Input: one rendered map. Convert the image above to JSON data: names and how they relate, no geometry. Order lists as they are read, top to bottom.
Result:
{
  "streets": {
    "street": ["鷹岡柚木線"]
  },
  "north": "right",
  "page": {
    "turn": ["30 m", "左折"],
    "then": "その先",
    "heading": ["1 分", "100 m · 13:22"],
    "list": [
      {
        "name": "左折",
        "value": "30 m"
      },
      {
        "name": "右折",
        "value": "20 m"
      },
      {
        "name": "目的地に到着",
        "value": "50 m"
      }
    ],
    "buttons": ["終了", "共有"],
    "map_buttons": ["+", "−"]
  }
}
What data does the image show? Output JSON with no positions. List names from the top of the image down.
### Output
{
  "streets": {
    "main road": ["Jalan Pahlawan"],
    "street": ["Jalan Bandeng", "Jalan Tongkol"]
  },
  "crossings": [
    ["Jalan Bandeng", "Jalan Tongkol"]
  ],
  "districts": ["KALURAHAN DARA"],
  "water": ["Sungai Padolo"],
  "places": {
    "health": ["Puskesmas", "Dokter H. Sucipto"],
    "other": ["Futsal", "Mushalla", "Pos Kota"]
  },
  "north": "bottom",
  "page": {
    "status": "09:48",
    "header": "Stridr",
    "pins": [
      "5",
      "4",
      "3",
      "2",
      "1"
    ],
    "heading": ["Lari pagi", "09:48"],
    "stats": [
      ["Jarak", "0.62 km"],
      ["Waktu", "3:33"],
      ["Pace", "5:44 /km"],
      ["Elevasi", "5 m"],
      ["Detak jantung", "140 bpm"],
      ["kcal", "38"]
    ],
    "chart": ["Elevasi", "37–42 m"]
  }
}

EXERCISE GOAL = Nothing in the entries should be skipped. Output them all exactly.

OUTPUT =
Input: one rendered map. Convert the image above to JSON data: names and how they relate, no geometry. Order lists as they are read, top to bottom.
Result:
{
  "streets": {
    "street": ["鷹岡柚木線"]
  },
  "north": "right",
  "page": {
    "turn": ["30 m", "左折"],
    "then": "その先",
    "heading": ["1 分", "100 m · 13:22"],
    "list": [
      {
        "name": "左折",
        "value": "30 m"
      },
      {
        "name": "右折",
        "value": "20 m"
      },
      {
        "name": "目的地に到着",
        "value": "50 m"
      }
    ],
    "buttons": ["終了", "共有"],
    "map_buttons": ["+", "−"]
  }
}
What data does the image show? Output JSON with no positions. List names from the top of the image down.
### Output
{
  "streets": {
    "main road": ["Jalan Pahlawan"],
    "street": ["Jalan Bandeng", "Jalan Tongkol"]
  },
  "crossings": [
    ["Jalan Bandeng", "Jalan Tongkol"]
  ],
  "districts": ["KALURAHAN DARA"],
  "water": ["Sungai Padolo"],
  "places": {
    "health": ["Puskesmas", "Dokter H. Sucipto"],
    "other": ["Futsal", "Mushalla", "Pos Kota"]
  },
  "north": "bottom",
  "page": {
    "status": "09:48",
    "header": "Stridr",
    "pins": [
      "5",
      "4",
      "3",
      "2",
      "1"
    ],
    "heading": ["Lari pagi", "09:48"],
    "stats": [
      ["Jarak", "0.62 km"],
      ["Waktu", "3:33"],
      ["Pace", "5:44 /km"],
      ["Elevasi", "5 m"],
      ["Detak jantung", "140 bpm"],
      ["kcal", "38"]
    ],
    "chart": ["Elevasi", "37–42 m"]
  }
}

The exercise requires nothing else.